I was just wondering due to seeing Dodge Chargers, Chrysler 300s and Nissan Armadas out in the streets with the Uber/Lyft stickers. What’s the lowest MPG that’s acceptable to do this? I’m just not sure how people can bother with this when they’re car gets 14 MPG.


----------



## Uber's Guber (Oct 22, 2017)

rideshare2870 said:


> I'm just not sure how people can bother with this when they're car gets 14 MPG.


They can't. They do it for about 2 or 3 weeks. That's about when the smart pills start to kick in.


----------



## rideshare2870 (Nov 23, 2017)

Uber's Guber said:


> They can't. They do it for about 2 or 3 weeks. That's about when the smart pills start to kick in.


I've actually took an Uber with a guy who had a Chrsyler 300 with over 9K rides. The whole time he complainied about his 14 MPG and that he "couldn't figure it out". I let a big tip for him because I felt bad but people like him are still out there.


----------



## DentonLyfter (Apr 14, 2018)

I had a passenger today tell me he was picked up at DFW in a Crown Victoria that he said looked like a police car you’d buy at auction. Sure enough, still had most of the additional switches, etc. I have seen a 4 door Jeep with oversized tires in the metroplex also. I don’t get it.


----------



## Skepticaldriver (Mar 5, 2017)

Yeah. Im guilty. Probably get 20 if i go half a gear high.

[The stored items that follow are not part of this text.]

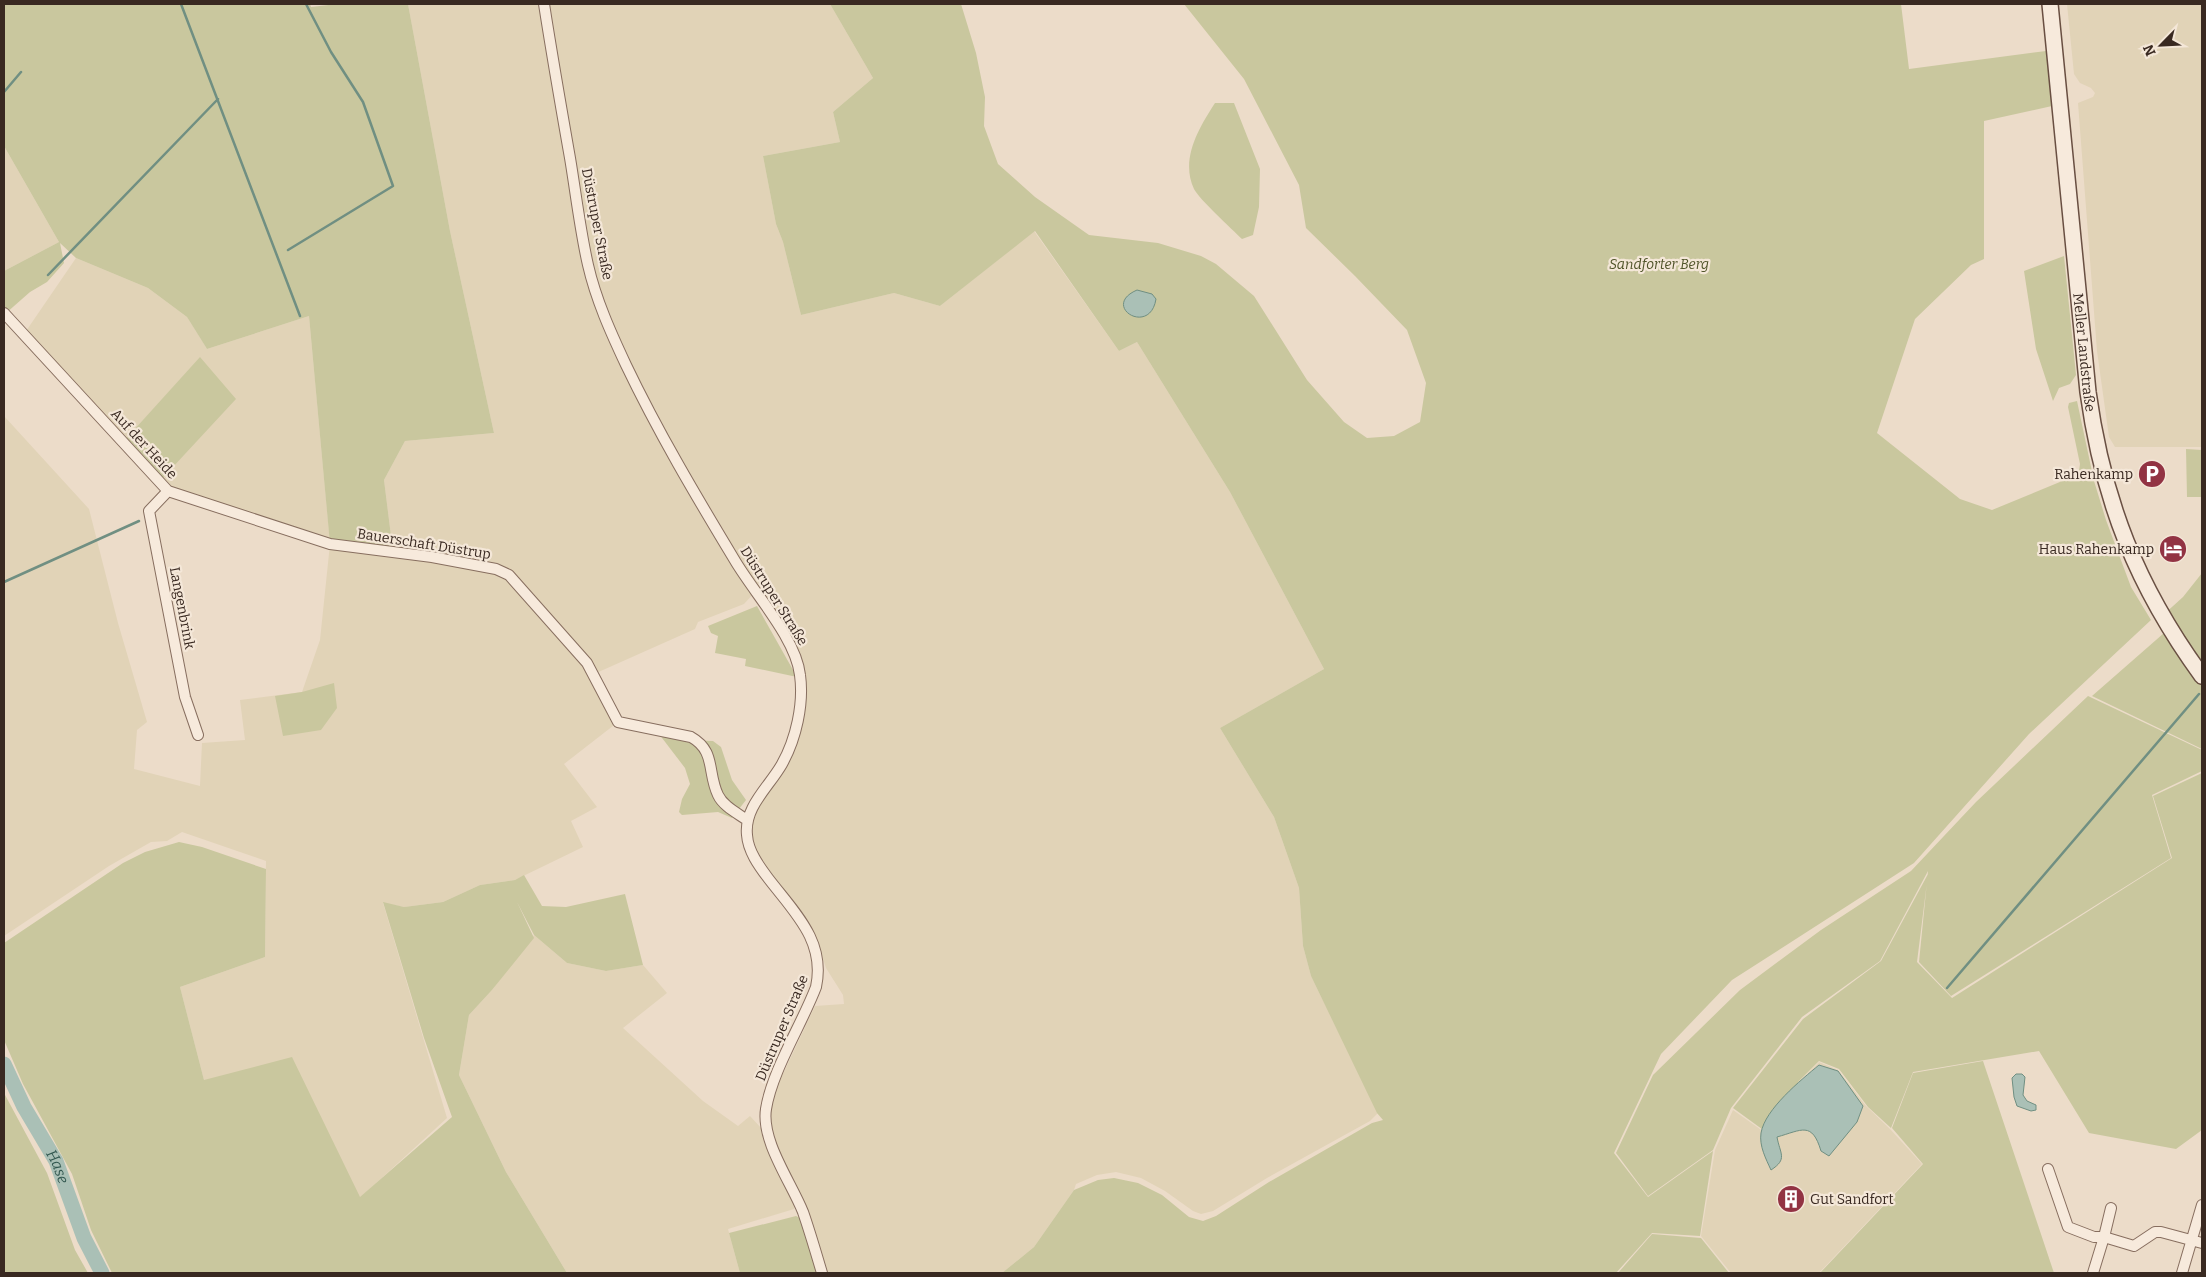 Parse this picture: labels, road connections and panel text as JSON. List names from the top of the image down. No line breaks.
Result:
{"streets":{"street":["Düstruper Straße","Meller Landstraße","Auf der Heide","Bauerschaft Düstrup","Langenbrink"]},"crossings":[["Düstruper Straße","Bauerschaft Düstrup"],["Auf der Heide","Bauerschaft Düstrup"],["Auf der Heide","Langenbrink"]],"water":["Hase"],"parks":["Sandforter Berg"],"places":{"parking":["Rahenkamp"],"hotel":["Haus Rahenkamp"],"building":["Gut Sandfort"]},"north":"bottom left"} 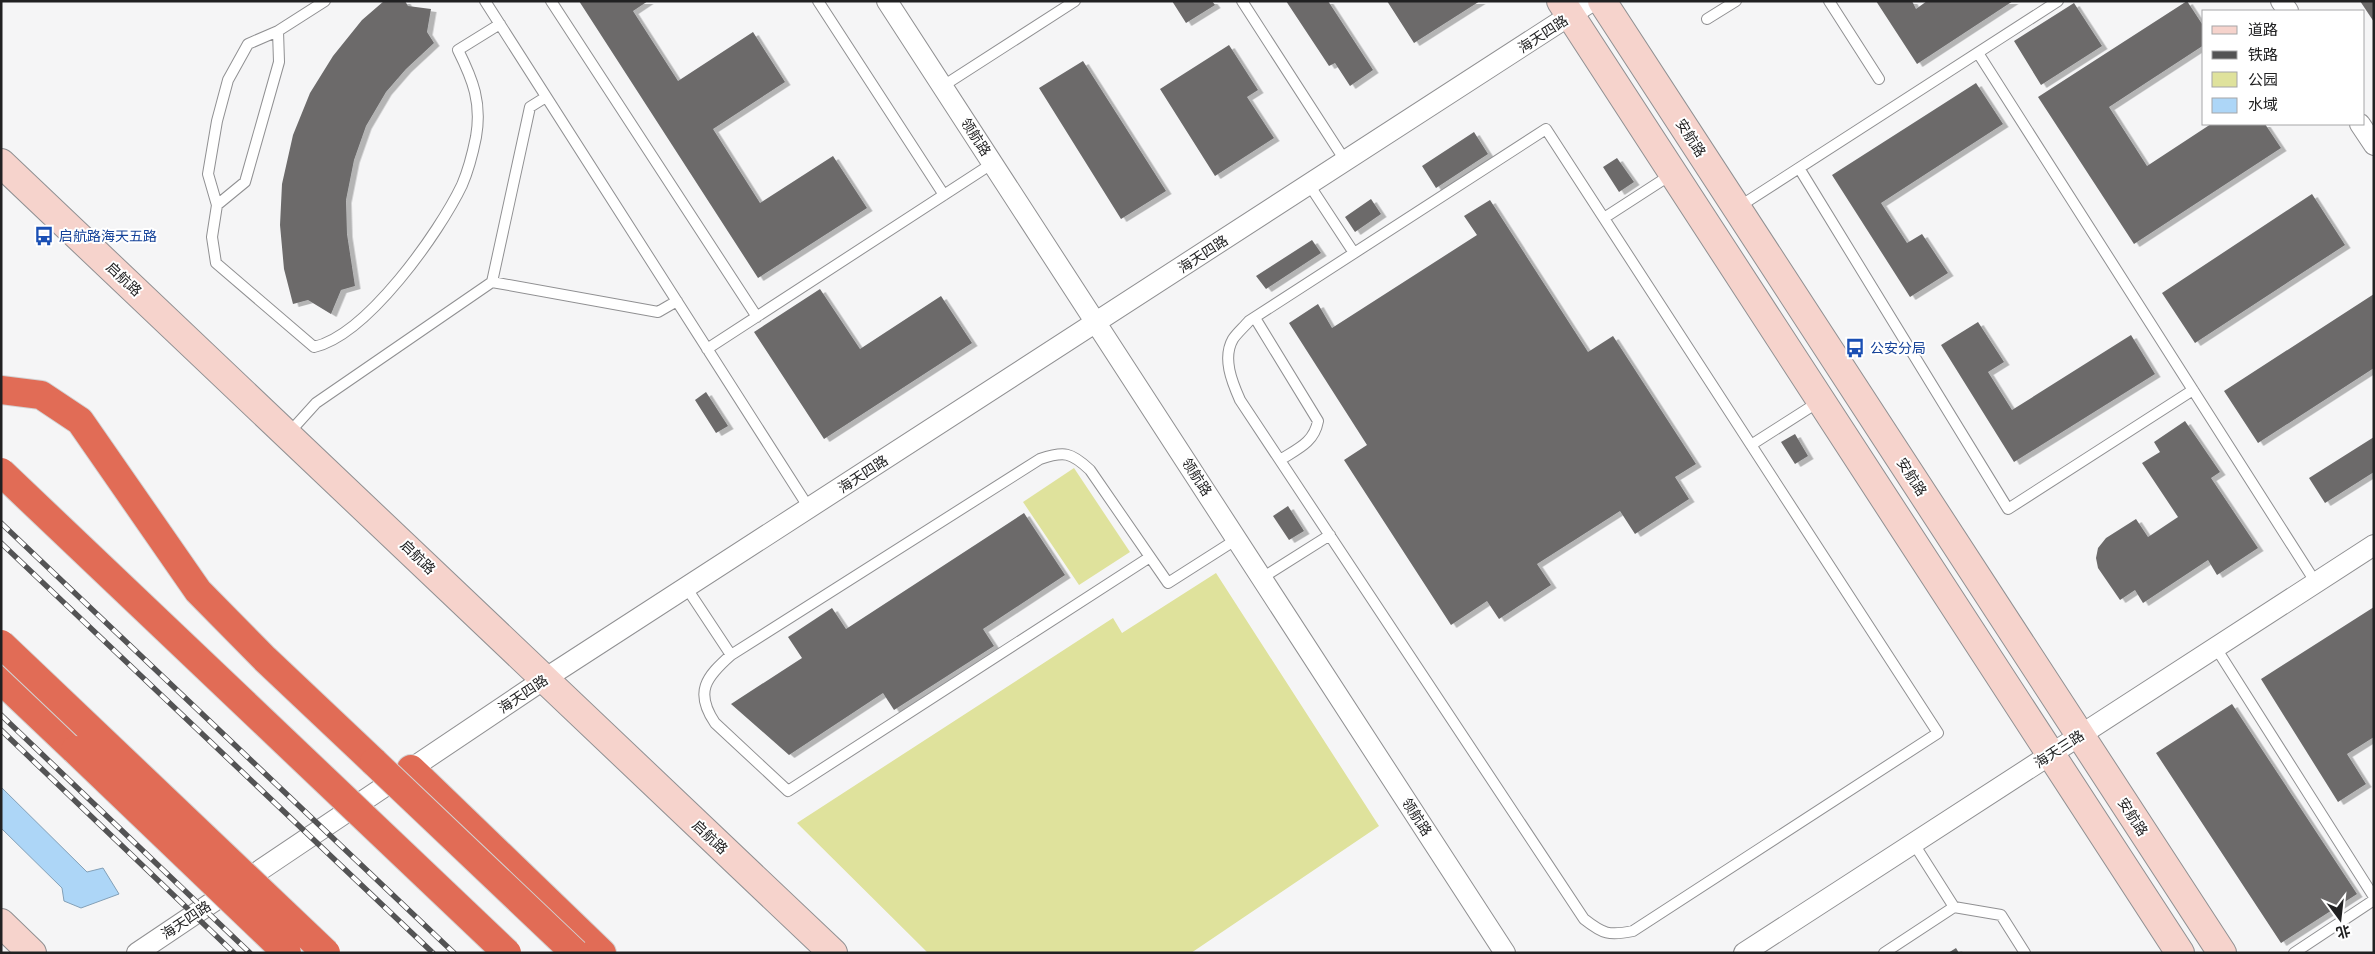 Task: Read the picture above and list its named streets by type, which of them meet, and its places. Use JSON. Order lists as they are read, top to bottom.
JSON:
{
  "streets": {
    "street": [
      "海天四路",
      "领航路",
      "安航路",
      "启航路",
      "海天三路"
    ]
  },
  "crossings": [
    ["海天四路", "领航路"],
    ["海天四路", "启航路"],
    ["安航路", "海天三路"]
  ],
  "places": {
    "bus stop": ["启航路海天五路", "公安分局"]
  },
  "legend": [
    "道路",
    "铁路",
    "公园",
    "水域"
  ],
  "north": "bottom"
} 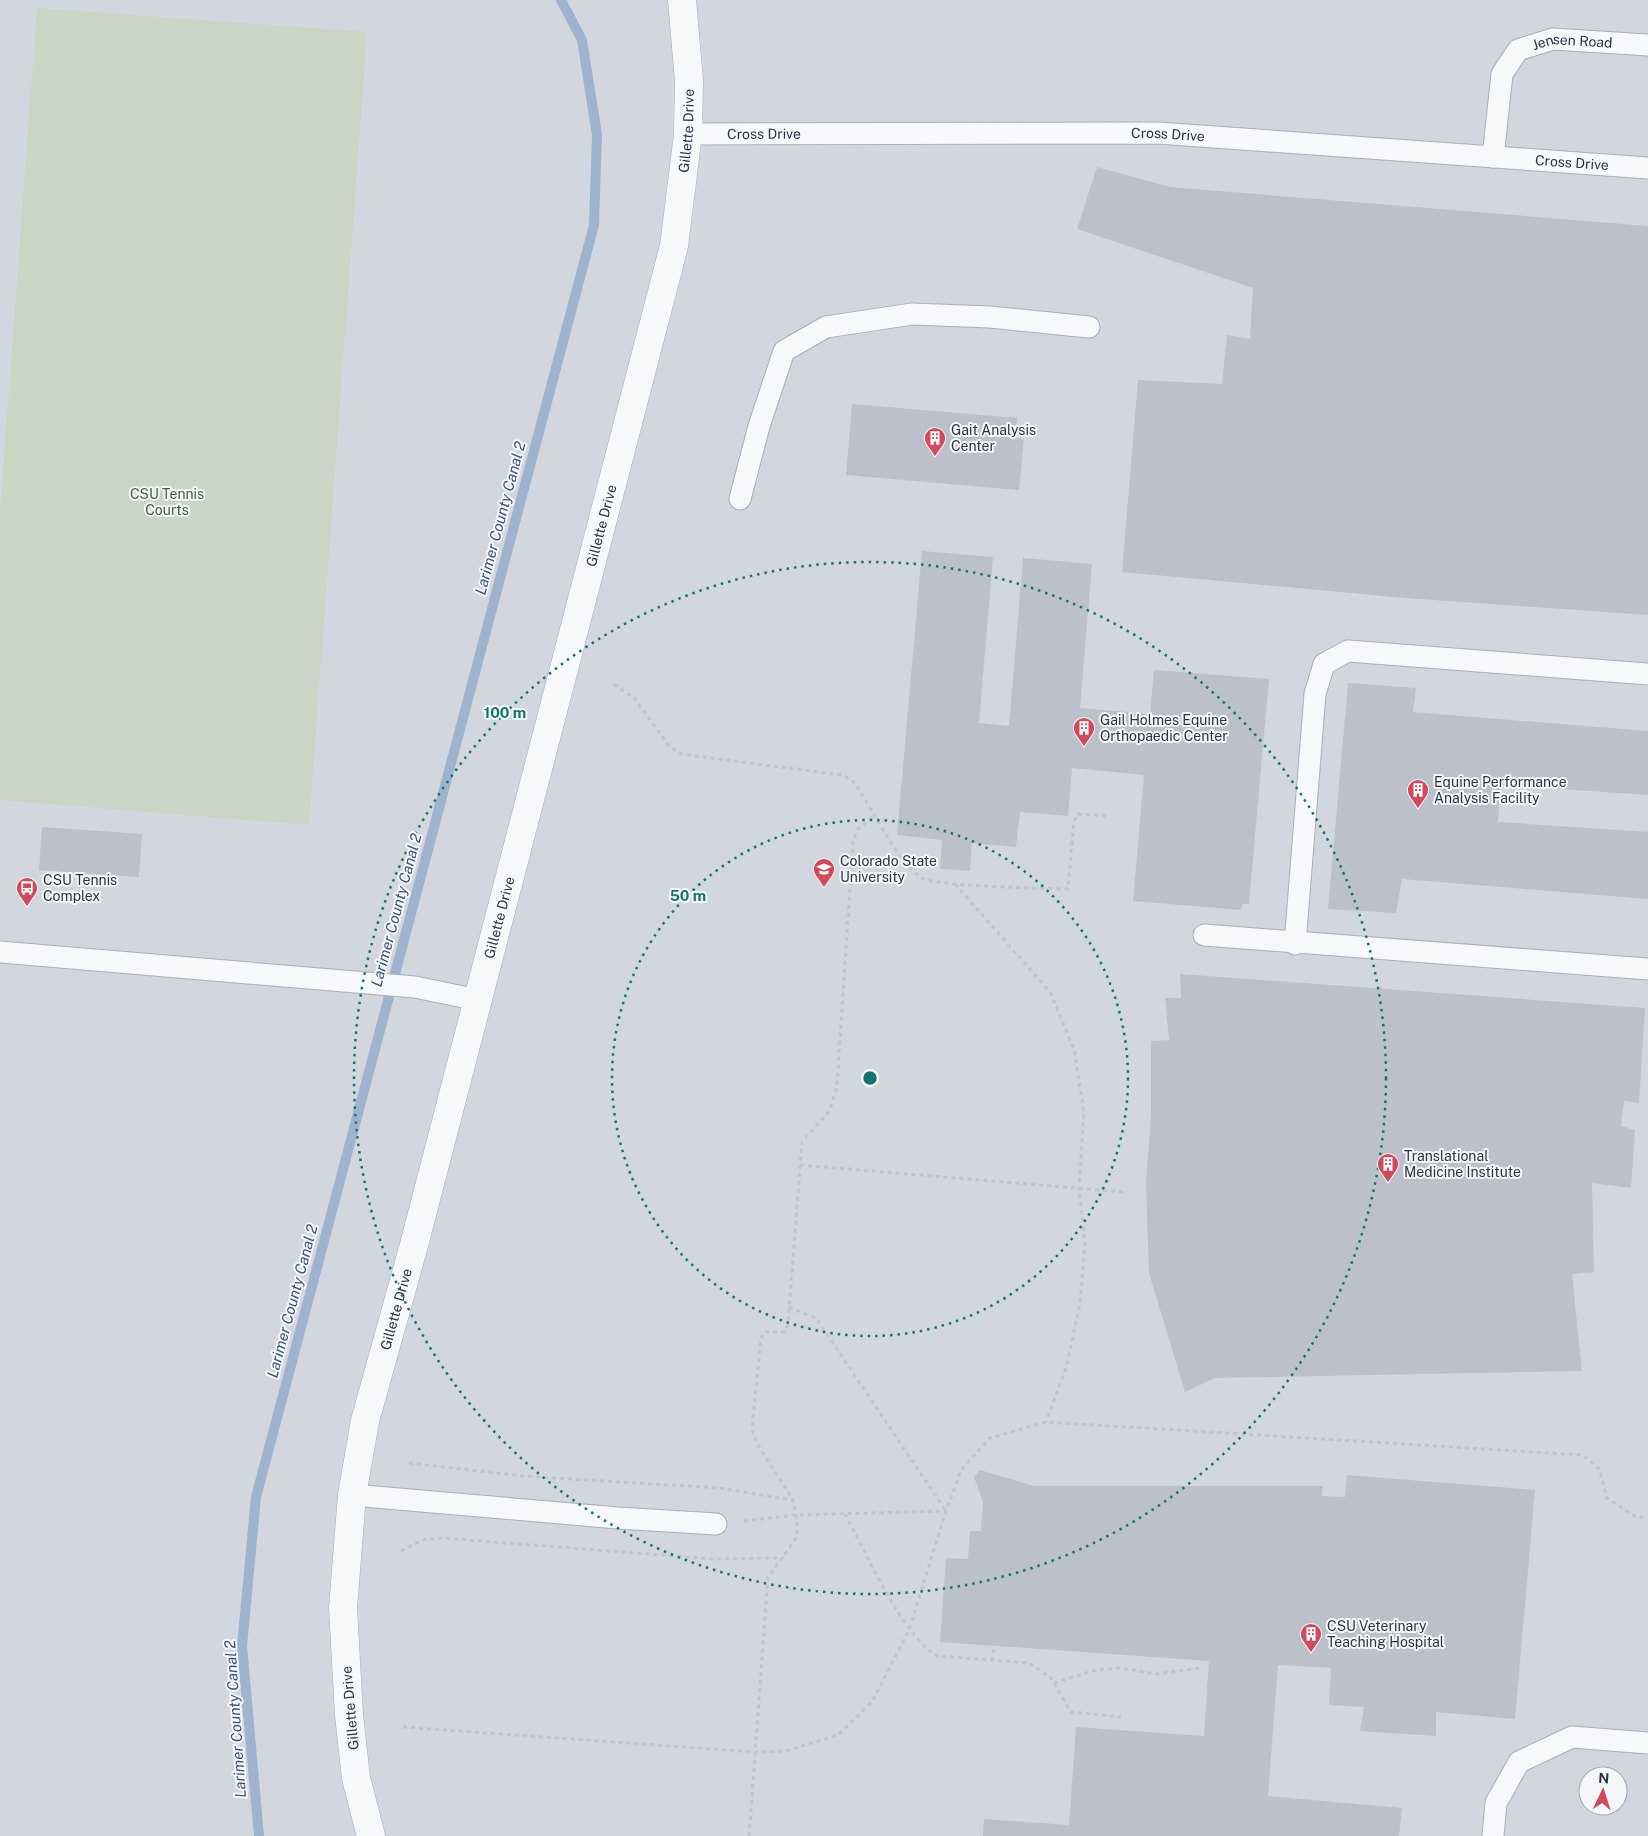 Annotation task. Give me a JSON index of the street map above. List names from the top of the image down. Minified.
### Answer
{"streets":{"street":["Gillette Drive"],"lane":["Jensen Road","Cross Drive"]},"crossings":[["Jensen Road","Cross Drive"],["Gillette Drive","Cross Drive"]],"water":["Larimer County Canal 2"],"parks":["CSU Tennis Courts"],"places":{"building":["Gait Analysis Center","Gail Holmes Equine Orthopaedic Center","Equine Performance Analysis Facility","Translational Medicine Institute","CSU Veterinary Teaching Hospital"],"school or university":["Colorado State University"],"bus stop":["CSU Tennis Complex"]},"north":"top","rings":["100 m","50 m"]}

But i love my car. Hate econo boxes. And wasnt going to buy a work car. I just keep swapping out parts on my only car.

But my car is japanese atleast.


----------



## whiskeyboat (Oct 14, 2017)

I use a Grand Marquis, 16mpg so I only drive peak hours and DF trips.


----------



## Uber's Guber (Oct 22, 2017)

rideshare2870 said:


> I've actually took an Uber with a guy who had a Chrsyler 300 with over 9K rides. The whole time he complainied about his 14 MPG and that he "couldn't figure it out".


He forgot to take his smart pills.


----------



## rideshare2870 (Nov 23, 2017)

Uber's Guber said:


> He forgot to take his smart pills.


I guess so, because he drives all the time. I had this driver twice. I could of had him a few more times too but I cancel when I see him. I just can't listen to more complaining from him but yet he's out there.


----------



## RideshareGentrification (Apr 10, 2018)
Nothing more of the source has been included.